◆ Work task ◆
Once the pictures are removed, return each record below exactly as written.
Start of Exercise data
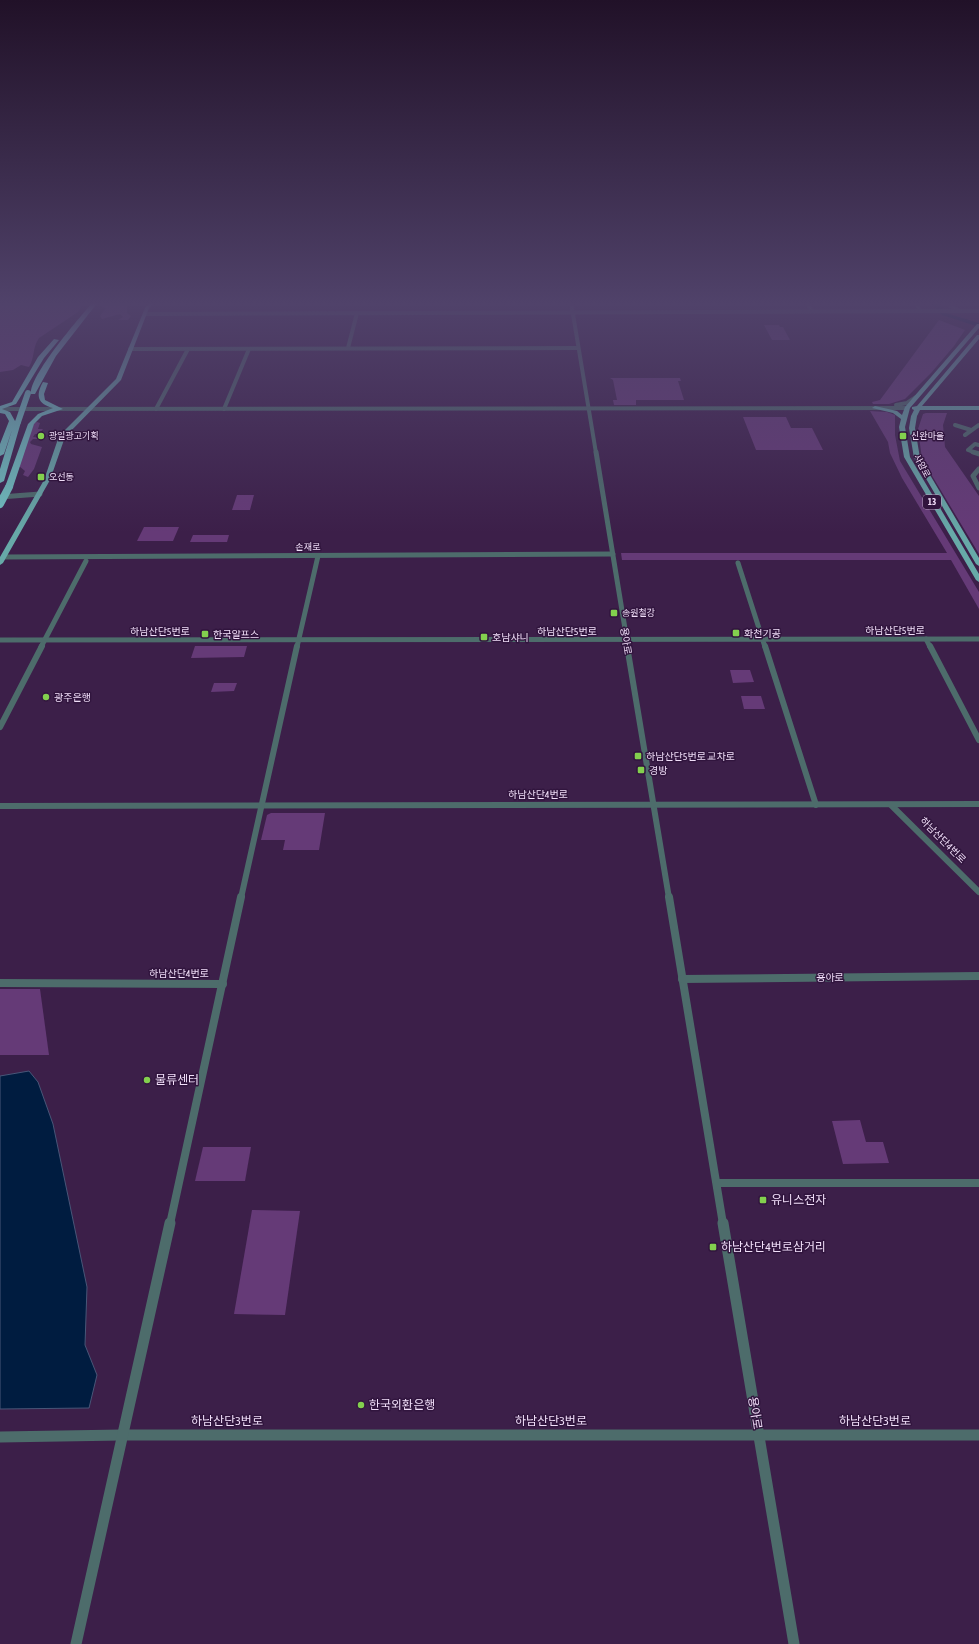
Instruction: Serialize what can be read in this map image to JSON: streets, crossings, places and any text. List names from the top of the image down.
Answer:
{
  "streets": {
    "main road": ["사암로", "13"],
    "street": [
      "손재로",
      "하남산단5번로",
      "용아로",
      "하남산단4번로",
      "하남산단3번로"
    ]
  },
  "crossings": [
    ["손재로", "용아로"],
    ["하남산단5번로", "용아로"],
    ["하남산단5번로", "하남산단4번로"],
    ["용아로", "하남산단4번로"],
    ["용아로", "하남산단3번로"]
  ],
  "places": {
    "other": [
      "광일광고기획",
      "광주은행",
      "물류센터",
      "한국외환은행"
    ],
    "transit": [
      "신완마을",
      "오선동",
      "송원철강",
      "화천기공",
      "한국알프스",
      "호남샤니",
      "하남산단5번로 교차로",
      "경방",
      "유니스전자",
      "하남산단4번로삼거리"
    ]
  }
}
End of Exercise data
◆ Exercise output ◆
Instruction: Serialize what can be read in this map image to JSON: streets, crossings, places and any text. List names from the top of the image down.
Answer:
{
  "streets": {
    "main road": ["사암로", "13"],
    "street": [
      "손재로",
      "하남산단5번로",
      "용아로",
      "하남산단4번로",
      "하남산단3번로"
    ]
  },
  "crossings": [
    ["손재로", "용아로"],
    ["하남산단5번로", "용아로"],
    ["하남산단5번로", "하남산단4번로"],
    ["용아로", "하남산단4번로"],
    ["용아로", "하남산단3번로"]
  ],
  "places": {
    "other": [
      "광일광고기획",
      "광주은행",
      "물류센터",
      "한국외환은행"
    ],
    "transit": [
      "신완마을",
      "오선동",
      "송원철강",
      "화천기공",
      "한국알프스",
      "호남샤니",
      "하남산단5번로 교차로",
      "경방",
      "유니스전자",
      "하남산단4번로삼거리"
    ]
  }
}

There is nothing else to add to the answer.